The data must be returned exactly. No line may be left out.
[[ INFORMATION open ]]
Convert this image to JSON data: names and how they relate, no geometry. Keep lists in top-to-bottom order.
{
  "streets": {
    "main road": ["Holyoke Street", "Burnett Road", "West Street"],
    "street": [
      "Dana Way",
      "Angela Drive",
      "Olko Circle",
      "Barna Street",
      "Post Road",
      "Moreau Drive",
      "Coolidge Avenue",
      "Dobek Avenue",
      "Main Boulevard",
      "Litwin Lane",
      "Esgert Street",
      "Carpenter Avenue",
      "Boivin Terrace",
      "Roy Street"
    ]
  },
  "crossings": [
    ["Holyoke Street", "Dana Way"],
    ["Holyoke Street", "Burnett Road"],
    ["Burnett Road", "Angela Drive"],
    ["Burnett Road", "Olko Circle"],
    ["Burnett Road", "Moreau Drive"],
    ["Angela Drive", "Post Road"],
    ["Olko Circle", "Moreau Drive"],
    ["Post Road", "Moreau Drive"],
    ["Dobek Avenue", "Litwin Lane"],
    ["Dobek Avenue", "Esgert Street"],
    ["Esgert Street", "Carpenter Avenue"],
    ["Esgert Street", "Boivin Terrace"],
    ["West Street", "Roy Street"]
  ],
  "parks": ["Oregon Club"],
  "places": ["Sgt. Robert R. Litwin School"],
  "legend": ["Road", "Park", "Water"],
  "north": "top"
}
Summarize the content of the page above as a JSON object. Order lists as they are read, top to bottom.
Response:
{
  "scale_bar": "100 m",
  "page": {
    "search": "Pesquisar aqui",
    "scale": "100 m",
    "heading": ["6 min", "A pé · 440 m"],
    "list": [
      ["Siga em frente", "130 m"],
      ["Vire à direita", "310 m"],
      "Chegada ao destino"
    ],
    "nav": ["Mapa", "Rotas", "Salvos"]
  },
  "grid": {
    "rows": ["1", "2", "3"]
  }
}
[[ INFORMATION closed ]]
▶ RESULT FOR THIS TASK
Convert this image to JSON data: names and how they relate, no geometry. Keep lists in top-to-bottom order.
{
  "streets": {
    "main road": ["Holyoke Street", "Burnett Road", "West Street"],
    "street": [
      "Dana Way",
      "Angela Drive",
      "Olko Circle",
      "Barna Street",
      "Post Road",
      "Moreau Drive",
      "Coolidge Avenue",
      "Dobek Avenue",
      "Main Boulevard",
      "Litwin Lane",
      "Esgert Street",
      "Carpenter Avenue",
      "Boivin Terrace",
      "Roy Street"
    ]
  },
  "crossings": [
    ["Holyoke Street", "Dana Way"],
    ["Holyoke Street", "Burnett Road"],
    ["Burnett Road", "Angela Drive"],
    ["Burnett Road", "Olko Circle"],
    ["Burnett Road", "Moreau Drive"],
    ["Angela Drive", "Post Road"],
    ["Olko Circle", "Moreau Drive"],
    ["Post Road", "Moreau Drive"],
    ["Dobek Avenue", "Litwin Lane"],
    ["Dobek Avenue", "Esgert Street"],
    ["Esgert Street", "Carpenter Avenue"],
    ["Esgert Street", "Boivin Terrace"],
    ["West Street", "Roy Street"]
  ],
  "parks": ["Oregon Club"],
  "places": ["Sgt. Robert R. Litwin School"],
  "legend": ["Road", "Park", "Water"],
  "north": "top"
}
Summarize the content of the page above as a JSON object. Order lists as they are read, top to bottom.
Response:
{
  "scale_bar": "100 m",
  "page": {
    "search": "Pesquisar aqui",
    "scale": "100 m",
    "heading": ["6 min", "A pé · 440 m"],
    "list": [
      ["Siga em frente", "130 m"],
      ["Vire à direita", "310 m"],
      "Chegada ao destino"
    ],
    "nav": ["Mapa", "Rotas", "Salvos"]
  },
  "grid": {
    "rows": ["1", "2", "3"]
  }
}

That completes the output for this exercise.